Unos meses atrás, se criticaba la existencia del Consejo de Fútbol, compuesta por Marcelo Delgado, Jorge Bermúdez y Alfredo Cascini, con participaciones también de Mauricio Serna. Este se disolvió, o por lo menos eso fue lo que se dijo y hoy Delgado es quien se ocupa de gestionar el fútbol, a pesar de que es vox populi que todas las decisiones las toma Riquelme. Cuando un entrenador es cesanteado, aparece todo el circo mediático anunciando con bombos y platillos a técnicos de renombre, para que termine sentándose en el banco alguien impensado. Eso sucedió con Gerardo Martino, quien rechazó la oferta, y con otros que se nombraron al pasar, como Ricardo Gareca (resistido por la barra brava, por haber pasado a River en su etapa de jugador) o José Pekerman. Sin embargo, nunca llegaron. Ahora se habla del regreso de Rodolfo Arruabarrena, quien obtuvo dos títulos en 2015 como entrenador, haciendo una buena campaña, pero al que algunos hinchas radicalizados lo ven como la cara de la derrota en los superclásicos.
No son pocos los medios que ya dan por hecho el arribo del Vasco. Aun no hubo presentación ni anuncio oficial. El circo mediático se va a encargar de dar por hecho la llegada de varias superestrellas a Boca, con el latiguillo que usan como caballito de batalla: "se muere por jugar en Boca". ¿Qué sucederá con Leandro Paredes?
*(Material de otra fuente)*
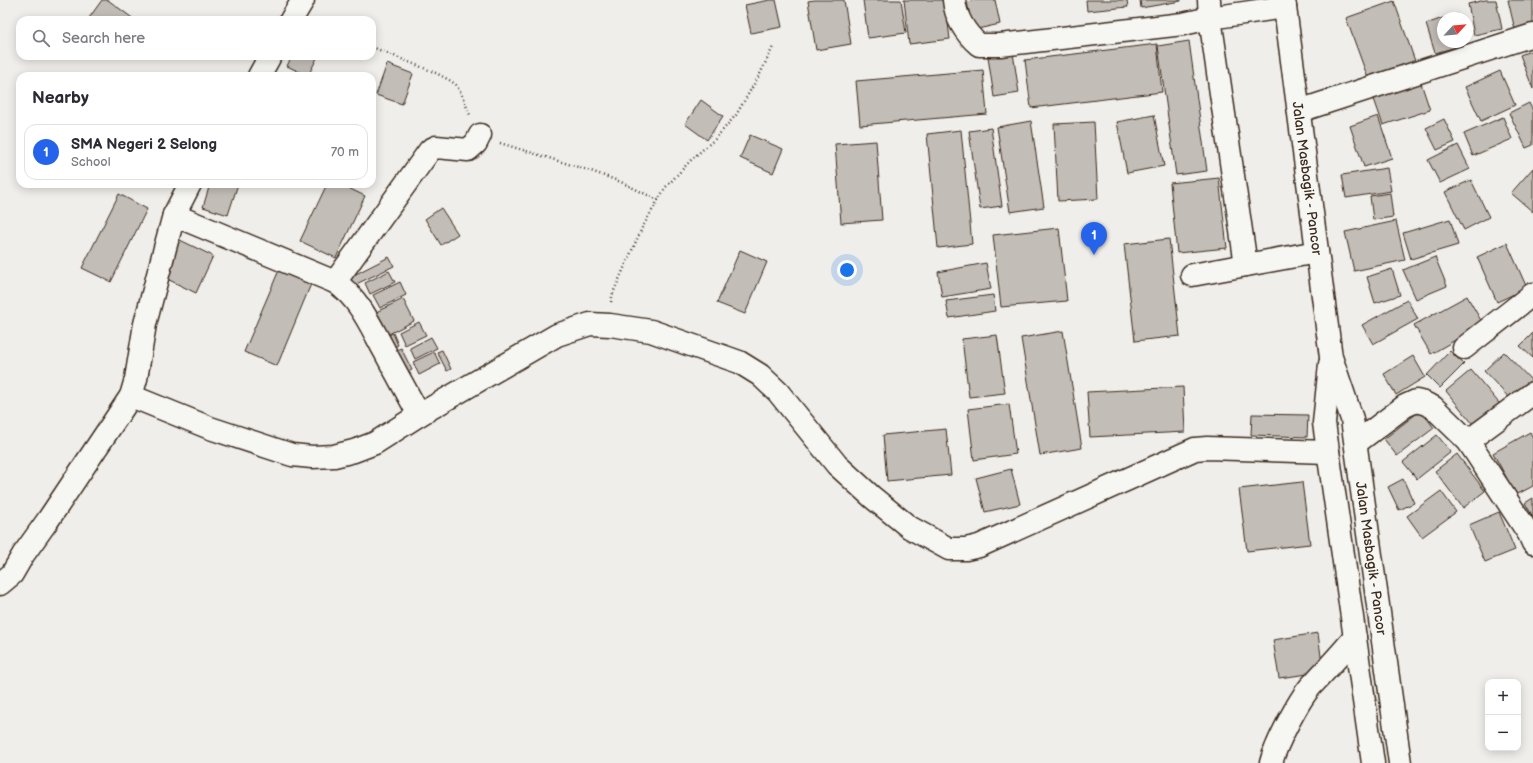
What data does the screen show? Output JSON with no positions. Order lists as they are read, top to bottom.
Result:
{
  "streets": {
    "street": ["Jalan Masbagik - Pancor"]
  },
  "north": "top right",
  "page": {
    "search": "Search here",
    "heading": "Nearby",
    "list": [
      {
        "mark": "1",
        "name": "SMA Negeri 2 Selong",
        "note": "School",
        "value": "70 m"
      }
    ],
    "pins": "1",
    "map_buttons": ["+", "−"]
  }
}
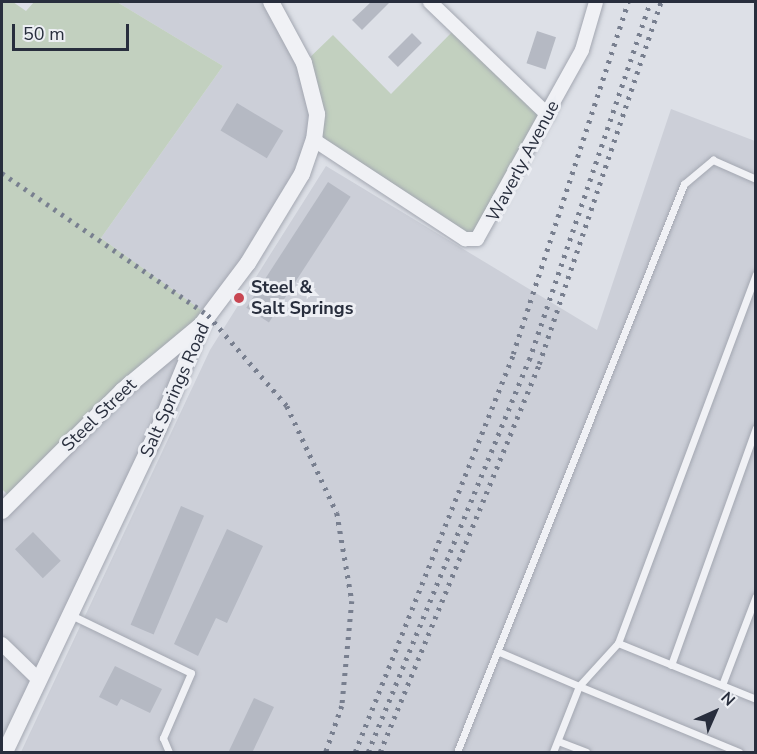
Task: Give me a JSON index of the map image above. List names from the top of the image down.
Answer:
{
  "streets": {
    "street": ["Waverly Avenue", "Salt Springs Road", "Steel Street"]
  },
  "crossings": [
    ["Waverly Avenue", "Salt Springs Road"],
    ["Salt Springs Road", "Steel Street"]
  ],
  "places": ["Steel & Salt Springs"],
  "scale_bar": "50 m",
  "north": "top right"
}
No son pocos quienes aseguran que no continuará, a pesar de que él mismo aseguró que sí lo hará. El volante central que disputará el Mundial fue fundamental para la levantada en su momento del equipo y si se desea reconstruir, debería ser alrededor de él. Se habló de Paulo Dybala hace un tiempo, aunque ahora parece diluido. Seguramente se retomará con las negociaciones, si es que alguna vez hubo alguna.
Hace casi cuatro años que el xeneize no gana un título. De acá a fin de año se juega la Copa Sudamericana, el torneo Clausura y la Copa Argentina. Durante más de un mes, la atención estará puesta en otro lado, por lo menos mientras Argentina siga disputando el Mundial. Tiempo suficiente para enfriar las cosas y pensarlas con claridad. La pregunta será si habrá cambios reales o aquellos que se dan para que nada cambie. ¿Qué pasará con Boca después del Mundial?